Adoption/Market Targets/Planned Pricing
The big point that Garmin wanted to make during the interview is that they want to make power meters as ubiquitous in cycling, as they’ve made GPS in sport/fitness today. They emphasized that while they are certainly looking to appeal to everyone from the Tour de France pro rider (aka: Team Garmin) – they are ‘excited’ about the ability to leverage Garmin’s manufacturing process and power to bring the product to a much wider market than power meters impact today.
I asked about the previous roughly $1,000 price point that MetriGear has been targeting in the past, and asked whether or not that was still the target. While they couldn’t answer pricing questions – it seemed pretty clear from the way they beat around the bush that they were looking at something no higher than that – if not considerably lower. They continually emphasized trying to get power meters into a much broader audience – and given the current low-end price point for a direct force power meter is $1,000 (PowerTap), I’d have to believe they plan to significantly undercut that. They also emphases multiple times Garmin’s power in manufacturing and ability to get to market.

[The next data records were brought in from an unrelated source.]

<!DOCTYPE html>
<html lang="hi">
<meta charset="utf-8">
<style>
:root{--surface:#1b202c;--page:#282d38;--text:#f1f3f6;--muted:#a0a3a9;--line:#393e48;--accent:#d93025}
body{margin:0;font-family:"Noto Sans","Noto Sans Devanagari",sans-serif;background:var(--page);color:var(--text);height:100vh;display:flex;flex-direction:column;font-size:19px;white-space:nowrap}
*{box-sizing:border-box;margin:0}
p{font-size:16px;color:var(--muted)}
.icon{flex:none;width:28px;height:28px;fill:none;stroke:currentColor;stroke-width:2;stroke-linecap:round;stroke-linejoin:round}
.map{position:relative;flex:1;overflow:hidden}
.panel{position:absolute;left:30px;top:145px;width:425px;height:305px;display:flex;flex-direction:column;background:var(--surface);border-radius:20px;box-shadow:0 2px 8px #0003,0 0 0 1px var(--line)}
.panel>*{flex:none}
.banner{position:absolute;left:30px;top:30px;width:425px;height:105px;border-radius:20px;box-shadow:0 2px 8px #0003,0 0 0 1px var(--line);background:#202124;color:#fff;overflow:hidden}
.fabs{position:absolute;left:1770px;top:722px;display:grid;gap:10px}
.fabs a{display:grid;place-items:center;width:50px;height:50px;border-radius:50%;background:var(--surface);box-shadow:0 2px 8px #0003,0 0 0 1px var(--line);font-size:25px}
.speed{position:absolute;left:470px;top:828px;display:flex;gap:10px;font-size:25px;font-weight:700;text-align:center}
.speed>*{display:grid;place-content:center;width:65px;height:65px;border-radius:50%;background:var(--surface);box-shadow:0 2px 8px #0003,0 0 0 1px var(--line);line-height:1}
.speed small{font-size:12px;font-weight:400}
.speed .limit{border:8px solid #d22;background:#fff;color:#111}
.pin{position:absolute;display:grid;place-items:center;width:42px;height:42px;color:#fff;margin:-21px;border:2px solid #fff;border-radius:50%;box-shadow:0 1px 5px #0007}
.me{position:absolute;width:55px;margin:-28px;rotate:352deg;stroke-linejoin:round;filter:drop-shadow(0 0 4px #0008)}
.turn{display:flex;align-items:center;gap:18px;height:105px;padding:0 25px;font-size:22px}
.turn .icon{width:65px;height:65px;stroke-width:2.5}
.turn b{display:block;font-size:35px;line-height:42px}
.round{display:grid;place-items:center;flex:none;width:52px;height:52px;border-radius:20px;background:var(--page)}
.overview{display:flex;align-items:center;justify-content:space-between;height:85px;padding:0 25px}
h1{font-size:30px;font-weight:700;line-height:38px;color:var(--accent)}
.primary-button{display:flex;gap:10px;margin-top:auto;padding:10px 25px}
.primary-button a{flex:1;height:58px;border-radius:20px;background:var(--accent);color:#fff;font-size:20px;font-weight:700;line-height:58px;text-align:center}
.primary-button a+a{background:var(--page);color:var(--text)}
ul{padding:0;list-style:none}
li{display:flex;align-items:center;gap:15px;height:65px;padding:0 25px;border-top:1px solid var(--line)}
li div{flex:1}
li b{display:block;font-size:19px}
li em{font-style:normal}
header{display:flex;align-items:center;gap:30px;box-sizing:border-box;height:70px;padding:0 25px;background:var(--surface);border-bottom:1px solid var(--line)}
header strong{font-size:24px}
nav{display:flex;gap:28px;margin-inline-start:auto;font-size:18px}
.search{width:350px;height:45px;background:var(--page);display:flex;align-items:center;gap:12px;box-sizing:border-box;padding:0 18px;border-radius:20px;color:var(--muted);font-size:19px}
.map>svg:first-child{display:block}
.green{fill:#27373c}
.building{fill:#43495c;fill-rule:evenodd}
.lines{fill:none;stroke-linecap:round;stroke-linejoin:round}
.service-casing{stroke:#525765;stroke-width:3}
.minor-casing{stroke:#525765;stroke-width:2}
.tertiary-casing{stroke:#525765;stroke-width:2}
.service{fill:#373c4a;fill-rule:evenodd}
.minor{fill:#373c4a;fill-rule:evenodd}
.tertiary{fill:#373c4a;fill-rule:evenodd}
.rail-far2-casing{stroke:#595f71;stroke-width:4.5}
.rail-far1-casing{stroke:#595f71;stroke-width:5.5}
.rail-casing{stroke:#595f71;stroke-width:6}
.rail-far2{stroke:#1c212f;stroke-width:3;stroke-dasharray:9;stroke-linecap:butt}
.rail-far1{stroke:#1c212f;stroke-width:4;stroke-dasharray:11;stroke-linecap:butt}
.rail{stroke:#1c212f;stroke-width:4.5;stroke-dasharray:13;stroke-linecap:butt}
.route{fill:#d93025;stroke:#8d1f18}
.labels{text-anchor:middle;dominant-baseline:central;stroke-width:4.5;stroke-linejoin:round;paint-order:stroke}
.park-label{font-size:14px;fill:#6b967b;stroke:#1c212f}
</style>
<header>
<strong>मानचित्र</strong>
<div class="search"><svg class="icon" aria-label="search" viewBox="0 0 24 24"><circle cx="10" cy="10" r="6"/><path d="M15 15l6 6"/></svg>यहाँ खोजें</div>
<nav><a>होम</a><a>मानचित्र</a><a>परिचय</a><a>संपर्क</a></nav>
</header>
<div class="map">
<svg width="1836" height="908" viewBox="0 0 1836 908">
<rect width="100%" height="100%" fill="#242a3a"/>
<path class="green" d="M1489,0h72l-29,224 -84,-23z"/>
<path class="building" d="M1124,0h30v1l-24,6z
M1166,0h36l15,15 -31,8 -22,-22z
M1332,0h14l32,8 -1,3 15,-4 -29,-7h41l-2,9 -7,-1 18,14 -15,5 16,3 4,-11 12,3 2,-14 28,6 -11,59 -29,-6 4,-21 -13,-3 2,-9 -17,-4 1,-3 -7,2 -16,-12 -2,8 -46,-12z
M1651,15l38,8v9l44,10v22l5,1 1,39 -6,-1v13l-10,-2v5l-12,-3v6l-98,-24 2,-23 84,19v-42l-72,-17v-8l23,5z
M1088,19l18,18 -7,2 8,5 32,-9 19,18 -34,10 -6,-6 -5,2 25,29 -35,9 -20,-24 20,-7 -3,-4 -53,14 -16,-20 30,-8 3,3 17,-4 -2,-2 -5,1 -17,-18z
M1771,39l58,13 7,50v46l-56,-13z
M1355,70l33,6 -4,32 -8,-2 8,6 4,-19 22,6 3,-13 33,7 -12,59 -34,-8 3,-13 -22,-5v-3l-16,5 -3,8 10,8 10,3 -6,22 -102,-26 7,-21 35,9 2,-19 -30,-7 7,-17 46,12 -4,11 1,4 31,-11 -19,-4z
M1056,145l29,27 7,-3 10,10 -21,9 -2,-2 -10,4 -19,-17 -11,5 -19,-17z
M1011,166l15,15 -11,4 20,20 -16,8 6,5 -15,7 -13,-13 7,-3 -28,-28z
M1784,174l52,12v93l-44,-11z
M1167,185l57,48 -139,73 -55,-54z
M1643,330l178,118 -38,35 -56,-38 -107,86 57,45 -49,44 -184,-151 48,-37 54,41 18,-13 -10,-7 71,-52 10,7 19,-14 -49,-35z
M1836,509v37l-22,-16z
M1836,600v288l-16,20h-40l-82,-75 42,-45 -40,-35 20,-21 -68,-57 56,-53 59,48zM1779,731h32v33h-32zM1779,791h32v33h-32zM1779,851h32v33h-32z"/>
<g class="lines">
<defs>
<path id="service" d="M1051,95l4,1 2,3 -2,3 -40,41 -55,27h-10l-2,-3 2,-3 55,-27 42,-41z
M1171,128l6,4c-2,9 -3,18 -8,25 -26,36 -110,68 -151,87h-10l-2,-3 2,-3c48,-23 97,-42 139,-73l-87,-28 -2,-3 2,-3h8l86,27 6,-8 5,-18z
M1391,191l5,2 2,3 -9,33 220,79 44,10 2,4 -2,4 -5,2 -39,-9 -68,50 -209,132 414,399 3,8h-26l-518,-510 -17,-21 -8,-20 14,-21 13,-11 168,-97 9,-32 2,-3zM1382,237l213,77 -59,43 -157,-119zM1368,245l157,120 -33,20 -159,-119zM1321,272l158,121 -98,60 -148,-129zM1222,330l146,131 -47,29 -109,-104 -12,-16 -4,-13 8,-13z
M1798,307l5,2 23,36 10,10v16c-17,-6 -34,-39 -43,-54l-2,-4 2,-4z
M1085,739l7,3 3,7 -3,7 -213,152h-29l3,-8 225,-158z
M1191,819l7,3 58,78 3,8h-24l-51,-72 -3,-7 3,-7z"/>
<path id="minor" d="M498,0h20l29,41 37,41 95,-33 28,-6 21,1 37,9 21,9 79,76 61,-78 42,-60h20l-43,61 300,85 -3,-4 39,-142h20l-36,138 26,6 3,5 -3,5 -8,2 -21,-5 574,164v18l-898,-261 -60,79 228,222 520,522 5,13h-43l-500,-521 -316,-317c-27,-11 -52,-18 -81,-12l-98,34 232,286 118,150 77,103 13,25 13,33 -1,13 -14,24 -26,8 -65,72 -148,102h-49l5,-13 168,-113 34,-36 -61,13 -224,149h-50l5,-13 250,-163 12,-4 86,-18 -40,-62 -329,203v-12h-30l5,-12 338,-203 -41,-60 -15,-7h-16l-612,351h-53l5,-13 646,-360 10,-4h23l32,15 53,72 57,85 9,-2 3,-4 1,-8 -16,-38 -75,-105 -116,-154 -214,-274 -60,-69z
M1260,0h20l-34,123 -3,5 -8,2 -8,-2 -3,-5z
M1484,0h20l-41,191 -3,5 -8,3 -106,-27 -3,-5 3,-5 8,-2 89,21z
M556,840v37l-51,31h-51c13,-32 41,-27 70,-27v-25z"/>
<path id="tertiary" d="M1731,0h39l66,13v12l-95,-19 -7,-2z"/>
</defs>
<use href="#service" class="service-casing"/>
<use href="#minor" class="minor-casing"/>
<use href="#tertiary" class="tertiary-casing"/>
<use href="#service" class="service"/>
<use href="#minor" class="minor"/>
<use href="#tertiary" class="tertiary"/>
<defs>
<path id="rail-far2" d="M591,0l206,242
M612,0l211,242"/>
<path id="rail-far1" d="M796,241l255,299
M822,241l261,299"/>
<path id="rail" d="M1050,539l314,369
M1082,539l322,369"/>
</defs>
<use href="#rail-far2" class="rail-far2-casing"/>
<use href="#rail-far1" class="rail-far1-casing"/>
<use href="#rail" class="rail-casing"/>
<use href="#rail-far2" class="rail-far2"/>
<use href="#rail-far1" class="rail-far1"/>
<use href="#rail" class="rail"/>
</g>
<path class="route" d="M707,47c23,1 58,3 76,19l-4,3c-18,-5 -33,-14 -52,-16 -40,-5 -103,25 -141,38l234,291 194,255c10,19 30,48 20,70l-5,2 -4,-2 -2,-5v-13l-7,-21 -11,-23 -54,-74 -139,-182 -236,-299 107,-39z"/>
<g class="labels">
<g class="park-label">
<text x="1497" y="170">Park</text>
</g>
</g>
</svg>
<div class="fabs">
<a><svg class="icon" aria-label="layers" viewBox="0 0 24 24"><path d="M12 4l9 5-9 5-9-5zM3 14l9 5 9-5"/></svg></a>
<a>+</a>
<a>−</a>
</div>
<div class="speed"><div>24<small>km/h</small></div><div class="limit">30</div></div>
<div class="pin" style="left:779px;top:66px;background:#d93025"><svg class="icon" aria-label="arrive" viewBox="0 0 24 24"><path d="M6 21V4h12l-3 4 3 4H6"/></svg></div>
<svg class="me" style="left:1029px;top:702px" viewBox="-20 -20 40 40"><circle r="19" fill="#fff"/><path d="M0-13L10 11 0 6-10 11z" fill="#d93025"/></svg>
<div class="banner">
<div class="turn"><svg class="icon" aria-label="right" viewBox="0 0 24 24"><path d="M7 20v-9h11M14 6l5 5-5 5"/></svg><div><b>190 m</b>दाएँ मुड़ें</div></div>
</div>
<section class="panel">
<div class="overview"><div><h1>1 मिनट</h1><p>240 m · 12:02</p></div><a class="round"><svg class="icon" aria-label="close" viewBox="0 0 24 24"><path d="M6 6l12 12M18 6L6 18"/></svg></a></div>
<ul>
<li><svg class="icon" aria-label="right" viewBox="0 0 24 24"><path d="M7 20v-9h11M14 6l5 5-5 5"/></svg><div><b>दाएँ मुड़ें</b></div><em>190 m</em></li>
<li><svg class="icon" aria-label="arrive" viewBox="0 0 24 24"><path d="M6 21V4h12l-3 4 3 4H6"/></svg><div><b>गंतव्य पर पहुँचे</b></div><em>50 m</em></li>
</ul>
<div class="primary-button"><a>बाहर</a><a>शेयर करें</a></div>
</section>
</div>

When you look at the power meter get-to-market process – multiple companies pointed out to me in the past few days that the bulk of the cost is in the development of the power meter. The actual components aren’t terribly expensive in comparison. Given Garmin has effectively paid for that development cost via the acquisition costs (thus, they are sunk costs) – so anything from this point forward is relatively small in comparison (development-cost wise).

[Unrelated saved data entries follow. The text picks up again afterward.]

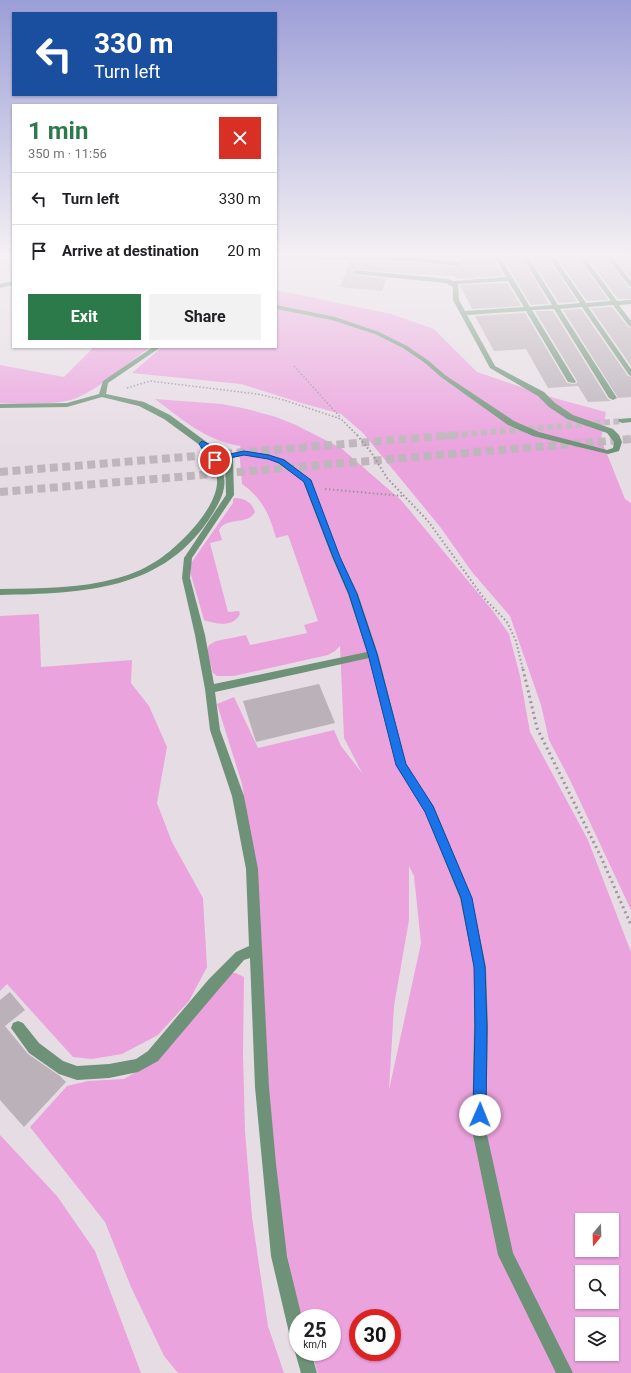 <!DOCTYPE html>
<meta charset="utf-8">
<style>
:root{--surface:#fff;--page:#f2f2f2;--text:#202124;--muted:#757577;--line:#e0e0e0;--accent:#2c7a4a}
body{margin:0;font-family:Roboto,sans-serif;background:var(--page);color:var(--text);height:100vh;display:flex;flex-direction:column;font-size:15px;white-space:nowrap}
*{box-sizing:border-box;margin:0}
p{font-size:13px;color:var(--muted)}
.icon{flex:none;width:22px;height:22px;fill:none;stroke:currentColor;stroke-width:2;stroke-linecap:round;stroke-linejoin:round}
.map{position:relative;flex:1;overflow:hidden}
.panel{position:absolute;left:12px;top:104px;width:265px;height:244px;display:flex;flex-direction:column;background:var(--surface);border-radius:0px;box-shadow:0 1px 3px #0004}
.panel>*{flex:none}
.hud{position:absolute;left:12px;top:12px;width:265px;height:84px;border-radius:0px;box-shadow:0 1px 3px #0004;background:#1a4fa0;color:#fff;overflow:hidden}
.needle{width:26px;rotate:199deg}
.tools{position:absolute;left:575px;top:1213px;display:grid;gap:8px}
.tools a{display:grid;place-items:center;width:44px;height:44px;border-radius:0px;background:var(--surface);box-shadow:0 1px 3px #0004;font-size:20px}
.speed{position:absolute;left:289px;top:1309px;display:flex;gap:8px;font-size:20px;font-weight:700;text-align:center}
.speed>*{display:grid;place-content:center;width:52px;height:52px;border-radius:50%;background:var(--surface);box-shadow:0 1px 3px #0004;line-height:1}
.speed small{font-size:10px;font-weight:400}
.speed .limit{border:6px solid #d22;background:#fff;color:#111}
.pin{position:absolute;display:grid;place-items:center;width:34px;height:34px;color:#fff;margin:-17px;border:2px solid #fff;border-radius:50%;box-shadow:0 1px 4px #0007}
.me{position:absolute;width:44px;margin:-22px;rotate:1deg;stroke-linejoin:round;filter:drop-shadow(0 0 3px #0008)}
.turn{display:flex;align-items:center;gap:14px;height:84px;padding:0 16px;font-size:18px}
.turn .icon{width:52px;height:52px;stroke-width:2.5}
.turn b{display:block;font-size:28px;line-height:34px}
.round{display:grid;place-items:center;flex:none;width:42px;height:42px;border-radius:0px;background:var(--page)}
.overview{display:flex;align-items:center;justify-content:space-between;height:68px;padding:0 16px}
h1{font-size:24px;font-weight:700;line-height:30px;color:var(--accent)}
.cta{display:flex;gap:8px;margin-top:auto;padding:8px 16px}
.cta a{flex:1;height:46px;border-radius:0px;background:var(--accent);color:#fff;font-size:16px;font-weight:700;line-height:46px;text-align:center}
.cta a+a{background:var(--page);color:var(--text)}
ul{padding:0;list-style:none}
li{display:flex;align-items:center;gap:12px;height:52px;padding:0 16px;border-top:1px solid var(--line)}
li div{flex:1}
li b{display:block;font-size:15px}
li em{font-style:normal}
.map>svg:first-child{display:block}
.green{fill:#eba3de;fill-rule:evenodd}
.building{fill:#bbb2b9}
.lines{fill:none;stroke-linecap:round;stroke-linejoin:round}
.minor-tunnel-far1{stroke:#beb6bc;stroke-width:6;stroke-dasharray:6 3.5;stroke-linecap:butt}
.minor-tunnel{stroke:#beb6bc;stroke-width:8;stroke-dasharray:8 4.5;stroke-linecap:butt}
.path-far2{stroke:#9c959a;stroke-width:1.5;stroke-dasharray:1.5 2;stroke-linecap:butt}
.path-far1{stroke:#9c959a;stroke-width:2;stroke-dasharray:1.5 2.5;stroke-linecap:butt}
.path{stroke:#9c959a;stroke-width:3;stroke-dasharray:2 3.5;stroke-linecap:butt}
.minor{fill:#6d9277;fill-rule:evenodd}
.route{fill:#1a73e8;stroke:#114b97}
</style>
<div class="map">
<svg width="631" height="1373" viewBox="0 0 631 1373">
<rect width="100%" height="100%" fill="#e6dde4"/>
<g class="green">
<polygon points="276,290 391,314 434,329 477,372 554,398 606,412 601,439 625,499 631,503 631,910 570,780 549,740 541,705 510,616 472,572 441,528 363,433 341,414 298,402 241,384 132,373 162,347 276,347"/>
<path d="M94 347H150C128 363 100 389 74 399 56 405 20 404 0 403V365L64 377Z"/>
<path d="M155 399 222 404 247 409 276 417 296 425 341 448 401 500 493 611 509 634 520 676 530 732 588 840 631 952V1373H318L311 1352H332V1318H301L279 1219 272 1151 258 888 242 784 217 704 234 697 258 748 334 730 341 746 362 773 344 738 340 646 335 651 328 655 234 676H217L213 673 207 650 209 645 216 641 246 635 250 645 307 633 304 625 318 621 288 535 276 538C269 514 263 499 242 484L239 449 241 446C206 441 183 420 155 399ZM409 866 414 876 421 943 389 1090 394 1006 409 920ZM582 1220H612V1250H582ZM582 1272H612V1302H582ZM358 1318H392V1352H358ZM582 1324H612V1354H582Z"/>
<path d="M235 498C244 498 252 502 255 512 247 526 227 516 219 530L222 540 210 543 228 612 239 611 240 614C233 628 216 624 204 620L191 575V563L233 503V499Z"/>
<polygon points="39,614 41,667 132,660 131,683 149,706 167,747 157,803 172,842 203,898 207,967 189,1001 158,1035 122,1054 92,1059 73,1057 7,984 0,991 0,616"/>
<polygon points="229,973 236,973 244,977 243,1053 245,1131 252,1217 268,1326 284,1373 178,1373 164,1356 131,1287 105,1222 30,1127 67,1086 88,1081 124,1079 160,1058"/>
<polygon points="0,1135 57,1196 95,1251 141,1373 0,1373"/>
</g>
<g class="building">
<polygon points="404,255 455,255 452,260"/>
<polygon points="501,255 520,255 549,304 531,305"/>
<polygon points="529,255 546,255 577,302 559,303"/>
<polygon points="555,255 576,255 608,300 587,301"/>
<polygon points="585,255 604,255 628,287 631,288 631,299 618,299"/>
<polygon points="613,255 631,255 631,279"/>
<polygon points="493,259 503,276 457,279 455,276 414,274 355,269 351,272 355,275 386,279 382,291 340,287 350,261 412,262 458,267 462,264 458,260"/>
<polygon points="507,283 521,306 472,309 460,285"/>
<polygon points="612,307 628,327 631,328 631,366 591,308"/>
<polygon points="581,309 628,376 631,377 631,397 618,398 563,310"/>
<polygon points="535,311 553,311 608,399 611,401 588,402 578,386 548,388 526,349 494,351 475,316 525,313 567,383 574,384 577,383 577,381"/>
<polygon points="319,684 335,723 256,742 243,701"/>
<polygon points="10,992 25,1010 5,1026 28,1054 60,1076 66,1082 24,1127 0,1100 0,1000"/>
</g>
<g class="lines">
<polyline class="minor-tunnel-far1" points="443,436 622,421"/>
<g class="minor-tunnel">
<polyline points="0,472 455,435"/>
<polyline points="0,492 631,439"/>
</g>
<g class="path-far2">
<polyline points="294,366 341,418"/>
<polyline points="127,388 150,381 257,394 284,400 341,419 358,436"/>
</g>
<g class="path-far1">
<polyline points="357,435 371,452 387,478 428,521 483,597 507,622 516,641 523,670"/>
<polyline points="325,489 403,496"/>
</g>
<polyline class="path" points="523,669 537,728 601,857 631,925"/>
<g class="minor">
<polygon points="276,255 412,257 458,262 461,264 458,266 412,261 276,258"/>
<path d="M493 255H499L530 307 552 305 521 255H527L558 305 580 303 547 255H553L586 303 611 301 577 255H583L617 301 631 300V304L619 305 631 321V327L629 326 613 305 588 307 631 369V376L629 375 582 307 560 309 617 398 613 400 609 398 554 309 532 310 576 382 574 383 568 382 526 311 467 315 495 366 544 392 555 403 573 415 613 429 619 435 622 442 619 451 608 454 533 436 508 425 441 377 425 363 403 348 375 334 332 320 276 309V305L335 317 379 332 407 346 429 361 445 375 514 421 539 432 607 450 613 448 614 442 607 433 567 419 549 407 538 396 490 368 453 300V287L446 283 355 274 352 272 355 270 448 279 453 281 506 277ZM508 281 524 307 465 311 459 300 458 284Z"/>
<polygon points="605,255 611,255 631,281 631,287 629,286"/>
<polygon points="13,281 13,285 0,288 0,284"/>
<path d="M153 347H161L108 383 106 394 144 402 170 415 212 446 230 454 244 451 269 455 284 459 311 480 340 557 358 594 378 654 406 764 434 807 472 898 486 967 488 1027 486 1130 513 1253 573 1373H556L498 1255 472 1130 474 1027V967L460 898 425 812 396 765 369 658 215 692 220 730 244 796 258 869 269 1087 276 1164 287 1256 302 1318H298V1345L292 1343 290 1337 271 1256 255 1087 250 958 244 960 219 989 158 1061 138 1072 109 1078 77 1080 59 1074 29 1053 11 1028 13 1023 18 1021 23 1023 39 1043 63 1061 77 1066 109 1064 136 1059 148 1051 209 979 236 952 249 946 246 869 232 796 210 730 205 689 195 635 182 578 184 558 226 495 225 457 212 452C229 474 228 489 213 513 165 592 82 593 0 595V589C39 588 80 589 118 578 133 574 148 567 161 558 182 543 219 506 217 479 216 466 207 457 200 447L201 446 164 419 139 406 102 397 67 407 0 408V404L67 403 99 394 103 381ZM244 455 268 459 278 463 303 481 332 557 348 594 367 652 214 684 205 635 190 578 192 558 234 495 233 458Z"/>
<polygon points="631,418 631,422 622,423 618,421 619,419"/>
<polygon points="297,1346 298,1352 311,1352 317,1373 301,1373 295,1352"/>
</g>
</g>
<linearGradient id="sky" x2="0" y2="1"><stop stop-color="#9c9ed7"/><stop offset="0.57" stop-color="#f4f0f3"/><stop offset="1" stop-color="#f4f0f3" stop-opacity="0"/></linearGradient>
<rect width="631" height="448" fill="url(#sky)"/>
<polygon class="route" points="202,441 230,454 244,451 269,455 284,460 311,480 340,557 357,594 377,654 406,764 433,806 472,898 485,967 487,1027 486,1115 484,1120 480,1122 475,1120 473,1115 475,1027 474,967 461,898 425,812 396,765 368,654 349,594 333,557 304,482 279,463 268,459 244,455 229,458 211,450 218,460 217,462 212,462 199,444"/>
</svg>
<div class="tools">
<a><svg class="needle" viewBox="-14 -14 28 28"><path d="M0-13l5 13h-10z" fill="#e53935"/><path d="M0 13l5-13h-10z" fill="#757577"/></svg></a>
<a><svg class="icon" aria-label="search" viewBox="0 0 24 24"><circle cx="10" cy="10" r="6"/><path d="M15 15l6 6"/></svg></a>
<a><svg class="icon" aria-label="layers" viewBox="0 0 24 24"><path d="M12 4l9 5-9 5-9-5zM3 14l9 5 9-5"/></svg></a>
</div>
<div class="speed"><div>25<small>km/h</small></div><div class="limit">30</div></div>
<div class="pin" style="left:215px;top:460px;background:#d93025"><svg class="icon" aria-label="arrive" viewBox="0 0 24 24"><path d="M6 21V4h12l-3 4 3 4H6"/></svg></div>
<svg class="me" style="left:480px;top:1115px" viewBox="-20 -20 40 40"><circle r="19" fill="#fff"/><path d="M0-13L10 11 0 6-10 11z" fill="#1a73e8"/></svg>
<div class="hud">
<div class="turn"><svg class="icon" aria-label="left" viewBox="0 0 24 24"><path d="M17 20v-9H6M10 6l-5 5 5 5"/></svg><div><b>330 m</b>Turn left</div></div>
</div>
<section class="panel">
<div class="overview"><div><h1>1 min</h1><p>350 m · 11:56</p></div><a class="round" style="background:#d93025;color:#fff"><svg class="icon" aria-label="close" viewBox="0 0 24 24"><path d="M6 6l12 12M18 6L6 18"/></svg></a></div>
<ul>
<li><svg class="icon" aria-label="left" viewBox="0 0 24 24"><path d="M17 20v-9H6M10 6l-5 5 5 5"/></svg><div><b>Turn left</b></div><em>330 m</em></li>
<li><svg class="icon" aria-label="arrive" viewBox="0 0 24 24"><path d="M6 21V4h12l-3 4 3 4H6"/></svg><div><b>Arrive at destination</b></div><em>20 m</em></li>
</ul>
<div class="cta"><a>Exit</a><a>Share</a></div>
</section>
</div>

Impact on power meter metrics
Lastly, I wanted to touch on one area that I get a lot of comments on today – which is Garmin’s current lack of depth in power meter metrics on bike. For those not familiar, Garmin’s Edge series head units and the Forerunner 310XT display power meter data today. But the level and depth of the information displayed in the Garmin displays has been a bit lacking – only providing the most basic power meter data, especially compared to dedicated power meter head units like the Joule or SRM PCVII.
Both Jake and Clark agreed that to date the metrics offered on power meters hasn’t been as deep as some of the competitors – but they went onto note that one of the underlying benefits of having Clark and his three person team join the Garmin teams in Kansas, was the addition of ‘power knowledge’ to the fitness team. Jake was pretty excited that Clark with his power background would really be helping to drive much of the new additions to the Edge/Forerunner line.
I asked if they plan to start having that ‘Clark influence’ drive power related updates to the Edge/Forerunner line prior to Vector’s undetermined release. They both said said ‘Absolutely’. As an example of this, they noted that for example the older Edge 705 (now targeted for January 2011 end of production) will still be given relevant updates moving forward – even as the Edge 800 replaces it (now targeted for November 2010 release).
Given Clark comes from a power background, I’m pretty optimistic that he’ll be able to effectively drive those changes within Garmin. In part, because necessity will require it, and in part…because he’s a geek inside.
There’s no doubt that both Garmin and MetriGear and are excited about this – and I think from a consumers standpoint, this can only manifest itself in good news. While there’s certainly a bit of nervous excitement from the rest of the power industry – I think that in the long run, it will benefit most of them as well.